╭─ Raw data

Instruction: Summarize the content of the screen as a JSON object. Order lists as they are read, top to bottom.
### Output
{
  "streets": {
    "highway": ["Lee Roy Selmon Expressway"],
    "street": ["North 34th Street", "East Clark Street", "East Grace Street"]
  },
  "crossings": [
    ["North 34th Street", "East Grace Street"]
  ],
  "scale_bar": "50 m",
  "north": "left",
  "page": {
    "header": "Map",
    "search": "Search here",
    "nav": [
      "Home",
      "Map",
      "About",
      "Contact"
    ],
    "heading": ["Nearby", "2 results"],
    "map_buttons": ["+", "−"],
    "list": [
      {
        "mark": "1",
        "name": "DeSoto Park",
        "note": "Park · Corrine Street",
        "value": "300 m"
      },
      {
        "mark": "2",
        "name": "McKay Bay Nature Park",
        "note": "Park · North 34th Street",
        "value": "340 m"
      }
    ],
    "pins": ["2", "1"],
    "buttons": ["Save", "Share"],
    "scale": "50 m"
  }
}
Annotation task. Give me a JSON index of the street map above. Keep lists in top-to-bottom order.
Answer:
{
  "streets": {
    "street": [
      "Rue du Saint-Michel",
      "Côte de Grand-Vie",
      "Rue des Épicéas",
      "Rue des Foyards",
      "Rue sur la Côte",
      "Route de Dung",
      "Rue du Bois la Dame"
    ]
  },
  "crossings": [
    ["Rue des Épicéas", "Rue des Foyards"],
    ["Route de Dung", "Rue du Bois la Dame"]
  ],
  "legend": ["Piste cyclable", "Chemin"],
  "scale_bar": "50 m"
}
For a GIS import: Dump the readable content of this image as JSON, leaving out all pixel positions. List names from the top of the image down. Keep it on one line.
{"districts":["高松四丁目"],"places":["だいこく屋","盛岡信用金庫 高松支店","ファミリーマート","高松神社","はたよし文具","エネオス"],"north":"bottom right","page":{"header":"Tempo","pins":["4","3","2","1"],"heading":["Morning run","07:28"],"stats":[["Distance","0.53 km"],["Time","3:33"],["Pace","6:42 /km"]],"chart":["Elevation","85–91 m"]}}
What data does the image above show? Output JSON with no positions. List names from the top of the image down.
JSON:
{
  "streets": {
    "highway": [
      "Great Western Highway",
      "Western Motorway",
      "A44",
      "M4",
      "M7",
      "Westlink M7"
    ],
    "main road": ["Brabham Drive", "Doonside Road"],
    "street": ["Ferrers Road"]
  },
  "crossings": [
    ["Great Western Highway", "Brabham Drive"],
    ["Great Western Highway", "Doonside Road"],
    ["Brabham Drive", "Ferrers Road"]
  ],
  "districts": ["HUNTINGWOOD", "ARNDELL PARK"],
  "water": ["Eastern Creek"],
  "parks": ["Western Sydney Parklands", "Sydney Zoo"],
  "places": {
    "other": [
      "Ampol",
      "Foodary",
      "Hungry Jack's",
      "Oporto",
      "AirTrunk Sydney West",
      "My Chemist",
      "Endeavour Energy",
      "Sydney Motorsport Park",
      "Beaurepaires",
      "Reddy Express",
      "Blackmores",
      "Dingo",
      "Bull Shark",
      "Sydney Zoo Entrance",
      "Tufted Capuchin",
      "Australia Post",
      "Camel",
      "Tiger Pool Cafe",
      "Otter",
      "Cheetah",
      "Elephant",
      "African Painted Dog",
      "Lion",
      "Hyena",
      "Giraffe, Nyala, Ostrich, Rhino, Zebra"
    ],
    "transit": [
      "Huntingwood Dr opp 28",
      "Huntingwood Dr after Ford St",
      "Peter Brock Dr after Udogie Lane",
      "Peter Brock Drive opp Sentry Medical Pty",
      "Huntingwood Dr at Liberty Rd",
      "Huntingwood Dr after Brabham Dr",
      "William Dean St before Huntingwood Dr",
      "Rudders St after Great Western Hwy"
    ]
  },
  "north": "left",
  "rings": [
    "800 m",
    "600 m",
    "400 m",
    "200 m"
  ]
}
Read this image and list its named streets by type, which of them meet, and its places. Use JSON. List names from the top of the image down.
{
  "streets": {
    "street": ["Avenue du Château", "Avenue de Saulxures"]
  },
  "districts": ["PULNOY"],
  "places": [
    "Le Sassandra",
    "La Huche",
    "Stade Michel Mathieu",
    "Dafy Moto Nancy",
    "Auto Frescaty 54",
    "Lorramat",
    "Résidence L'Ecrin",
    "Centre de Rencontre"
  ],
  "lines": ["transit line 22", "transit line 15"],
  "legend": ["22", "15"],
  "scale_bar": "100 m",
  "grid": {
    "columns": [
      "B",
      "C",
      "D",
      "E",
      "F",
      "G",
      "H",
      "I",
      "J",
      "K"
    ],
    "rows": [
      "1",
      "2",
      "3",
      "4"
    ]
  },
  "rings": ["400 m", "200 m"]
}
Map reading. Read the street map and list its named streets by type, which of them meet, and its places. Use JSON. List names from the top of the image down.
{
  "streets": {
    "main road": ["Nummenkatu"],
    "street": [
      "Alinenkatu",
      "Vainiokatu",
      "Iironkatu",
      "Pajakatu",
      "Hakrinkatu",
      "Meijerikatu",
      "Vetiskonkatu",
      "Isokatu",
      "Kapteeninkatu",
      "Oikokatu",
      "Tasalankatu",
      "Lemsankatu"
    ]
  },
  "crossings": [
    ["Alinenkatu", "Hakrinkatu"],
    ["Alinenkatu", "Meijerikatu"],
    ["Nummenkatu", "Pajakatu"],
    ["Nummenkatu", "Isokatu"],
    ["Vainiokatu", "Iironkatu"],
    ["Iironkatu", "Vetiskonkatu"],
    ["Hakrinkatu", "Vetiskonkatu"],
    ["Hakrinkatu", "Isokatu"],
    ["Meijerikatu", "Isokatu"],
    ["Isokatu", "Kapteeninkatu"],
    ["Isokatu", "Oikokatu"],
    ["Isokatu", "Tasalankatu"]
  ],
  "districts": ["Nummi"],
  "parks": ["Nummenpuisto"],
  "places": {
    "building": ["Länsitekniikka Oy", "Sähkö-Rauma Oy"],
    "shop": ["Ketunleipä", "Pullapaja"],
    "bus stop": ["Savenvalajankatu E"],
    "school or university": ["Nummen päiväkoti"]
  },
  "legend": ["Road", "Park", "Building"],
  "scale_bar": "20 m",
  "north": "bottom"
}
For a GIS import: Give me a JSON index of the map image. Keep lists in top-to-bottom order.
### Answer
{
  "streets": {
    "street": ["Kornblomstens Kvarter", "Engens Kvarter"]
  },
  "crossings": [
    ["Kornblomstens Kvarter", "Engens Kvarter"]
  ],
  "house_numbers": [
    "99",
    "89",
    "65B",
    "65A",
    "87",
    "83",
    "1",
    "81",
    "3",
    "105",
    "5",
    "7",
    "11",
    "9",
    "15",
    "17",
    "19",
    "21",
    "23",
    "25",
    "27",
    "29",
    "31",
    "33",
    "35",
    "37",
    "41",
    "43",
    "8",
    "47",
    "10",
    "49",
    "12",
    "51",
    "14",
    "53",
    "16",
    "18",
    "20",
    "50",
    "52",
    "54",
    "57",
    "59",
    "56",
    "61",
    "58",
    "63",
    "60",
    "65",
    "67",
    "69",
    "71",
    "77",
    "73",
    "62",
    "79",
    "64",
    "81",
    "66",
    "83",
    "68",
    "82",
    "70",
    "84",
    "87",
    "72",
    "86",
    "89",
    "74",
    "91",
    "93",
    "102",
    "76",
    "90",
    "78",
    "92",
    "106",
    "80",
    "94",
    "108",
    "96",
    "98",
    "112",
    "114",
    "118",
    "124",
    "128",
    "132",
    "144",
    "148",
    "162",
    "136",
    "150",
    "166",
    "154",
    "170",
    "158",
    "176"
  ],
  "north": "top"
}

╰─

What you need to do:
Output must consist only of the listing's lines from the first through the line with "Annotation task. Give", reproduced word for word.

Your response:
Instruction: Summarize the content of the screen as a JSON object. Order lists as they are read, top to bottom.
### Output
{
  "streets": {
    "highway": ["Lee Roy Selmon Expressway"],
    "street": ["North 34th Street", "East Clark Street", "East Grace Street"]
  },
  "crossings": [
    ["North 34th Street", "East Grace Street"]
  ],
  "scale_bar": "50 m",
  "north": "left",
  "page": {
    "header": "Map",
    "search": "Search here",
    "nav": [
      "Home",
      "Map",
      "About",
      "Contact"
    ],
    "heading": ["Nearby", "2 results"],
    "map_buttons": ["+", "−"],
    "list": [
      {
        "mark": "1",
        "name": "DeSoto Park",
        "note": "Park · Corrine Street",
        "value": "300 m"
      },
      {
        "mark": "2",
        "name": "McKay Bay Nature Park",
        "note": "Park · North 34th Street",
        "value": "340 m"
      }
    ],
    "pins": ["2", "1"],
    "buttons": ["Save", "Share"],
    "scale": "50 m"
  }
}
Annotation task. Give me a JSON index of the street map above. Keep lists in top-to-bottom order.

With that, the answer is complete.